PLZT stereoscopic television system

Abstract

A stereoscopic television system employs alternate left-right image presentations. A stereoscopic viewer driven in synchronism with the picture rate presentation employs PLZT light valves. Left-right presentation of images is made using the interlace pattern retrace such that each television frame includes a left and a right image.

Government Interests

STATEMENT OF GOVERNMENT INTEREST

The invention described herein may be manufactured and used by or for the Government of the United States of America for governmental purposes without the payment of any royalties thereon or therefor.

Description

FIELD OF THE INVENTION

This invention pertains generally to the field of electro-optics. More particularly, this invention pertains to the field of television. In greater particularity, this invention pertains to stereoscopic television. By way of further characterization, the invention pertains to stereoscopic television employing time separated image pairs. In still greater particularity, this invention is directed to a stereoscopic television system employing a piezoelectric light valve. By way of further characterization, but without limitation thereto, this invention pertains to a stereoscopic television system employing a lanthanum modified lead zirconate-titanate (PLZT) light valve.

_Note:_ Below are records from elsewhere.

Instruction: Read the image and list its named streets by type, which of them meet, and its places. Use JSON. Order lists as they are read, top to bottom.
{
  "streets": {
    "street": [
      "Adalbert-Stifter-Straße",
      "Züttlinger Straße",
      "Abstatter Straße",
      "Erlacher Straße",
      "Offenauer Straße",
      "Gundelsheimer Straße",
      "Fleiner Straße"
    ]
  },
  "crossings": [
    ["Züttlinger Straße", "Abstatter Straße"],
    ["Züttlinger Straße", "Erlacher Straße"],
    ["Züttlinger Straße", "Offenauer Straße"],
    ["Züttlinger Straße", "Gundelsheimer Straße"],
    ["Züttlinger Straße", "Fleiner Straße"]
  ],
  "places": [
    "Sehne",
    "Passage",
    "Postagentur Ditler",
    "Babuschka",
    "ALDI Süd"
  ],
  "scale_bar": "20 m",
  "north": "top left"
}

DESCRIPTION OF THE PRIOR ART

The field of stereoscopic television is a relatively new branch of the electro-optical arts. However, despite its relative newness, the prior art includes several known operational systems. There are five basic types of stereoscopic systems which have given varying degrees of success. These various systems are characterized by the type of image separation and viewer mechanism employed to obtain the necessary left eye and right eye images. Briefly, these are: refracting and reflecting the stereoscopes, anaglyphic stereoscopes, polarized filter stereoscopes, electromechanical stereoscopes, and electronically controlled nematic liquid crystal stereoscopes. Although each of these systems have contributed to the advance of the fund of knowledge in this highly important branch of electro-optics, each of the systems have principal drawbacks which limit their general applicability.

For example, the refracting and reflecting stereoscopes, although simple in design, have the disadvantage that the left and the right eye images must be continuously displayed in a side-by-side format which reduces the effective area of the television display by one-half. Also, the refracting stereoscopic glasses require that the head of the viewer be held vertical at all times to ensure a horizontal location of the left and right eye images. A wearer of the viewing devices frequently experiences eye strain and, further, may not look at objects closely adjacent the television monitor with both eyes.

Polarized filters and anaglyphic stereoscopes similarly require vertical positioning of the viewer's head, screen size limitations, and, in the case of the anaglyphic stereoscopes, are not compatible with the color.

The electromechanical shutter devices are satisfactory in image presentation, but require bulky viewers which are difficult to maintain in synchronism. Further, difficulty has been experienced with mechanical failure of the shutter drive systems.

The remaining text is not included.